TASK OBJECTIVE: Every record below must come back exactly as written, with the images dropped.

Saved entries:
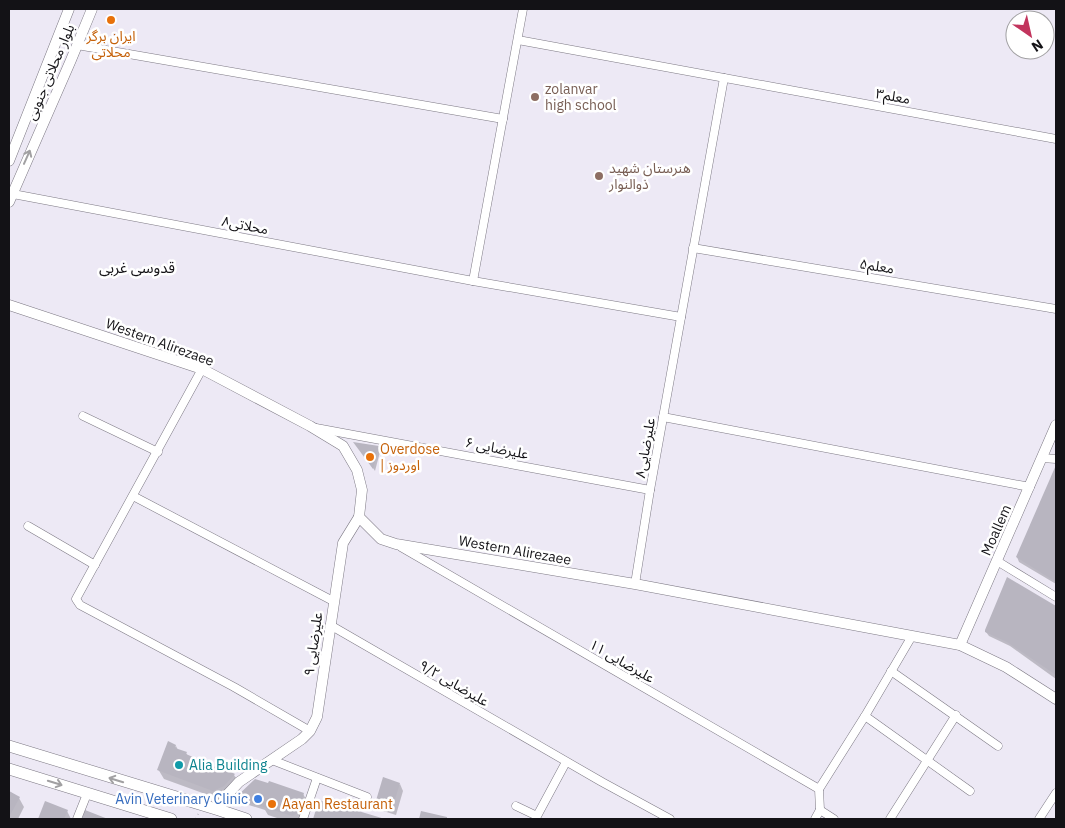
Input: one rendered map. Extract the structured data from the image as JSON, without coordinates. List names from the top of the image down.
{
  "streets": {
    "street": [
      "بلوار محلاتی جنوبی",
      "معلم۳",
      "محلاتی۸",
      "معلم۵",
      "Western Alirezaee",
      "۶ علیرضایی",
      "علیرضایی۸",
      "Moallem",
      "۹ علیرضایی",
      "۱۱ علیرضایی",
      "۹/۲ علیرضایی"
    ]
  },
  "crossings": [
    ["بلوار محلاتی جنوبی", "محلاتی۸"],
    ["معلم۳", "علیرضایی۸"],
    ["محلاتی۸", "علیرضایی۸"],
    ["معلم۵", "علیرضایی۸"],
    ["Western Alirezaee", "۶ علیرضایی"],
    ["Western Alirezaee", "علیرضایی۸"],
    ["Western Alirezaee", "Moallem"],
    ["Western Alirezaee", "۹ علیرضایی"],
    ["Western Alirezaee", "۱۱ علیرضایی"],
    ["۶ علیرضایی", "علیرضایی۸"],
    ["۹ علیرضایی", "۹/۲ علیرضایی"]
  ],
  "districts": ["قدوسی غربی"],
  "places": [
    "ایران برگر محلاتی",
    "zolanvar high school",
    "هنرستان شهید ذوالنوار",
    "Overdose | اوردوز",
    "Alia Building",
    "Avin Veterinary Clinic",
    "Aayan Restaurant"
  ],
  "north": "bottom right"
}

EXERCISE SOLUTION:
Input: one rendered map. Extract the structured data from the image as JSON, without coordinates. List names from the top of the image down.
{
  "streets": {
    "street": [
      "بلوار محلاتی جنوبی",
      "معلم۳",
      "محلاتی۸",
      "معلم۵",
      "Western Alirezaee",
      "۶ علیرضایی",
      "علیرضایی۸",
      "Moallem",
      "۹ علیرضایی",
      "۱۱ علیرضایی",
      "۹/۲ علیرضایی"
    ]
  },
  "crossings": [
    ["بلوار محلاتی جنوبی", "محلاتی۸"],
    ["معلم۳", "علیرضایی۸"],
    ["محلاتی۸", "علیرضایی۸"],
    ["معلم۵", "علیرضایی۸"],
    ["Western Alirezaee", "۶ علیرضایی"],
    ["Western Alirezaee", "علیرضایی۸"],
    ["Western Alirezaee", "Moallem"],
    ["Western Alirezaee", "۹ علیرضایی"],
    ["Western Alirezaee", "۱۱ علیرضایی"],
    ["۶ علیرضایی", "علیرضایی۸"],
    ["۹ علیرضایی", "۹/۲ علیرضایی"]
  ],
  "districts": ["قدوسی غربی"],
  "places": [
    "ایران برگر محلاتی",
    "zolanvar high school",
    "هنرستان شهید ذوالنوار",
    "Overdose | اوردوز",
    "Alia Building",
    "Avin Veterinary Clinic",
    "Aayan Restaurant"
  ],
  "north": "bottom right"
}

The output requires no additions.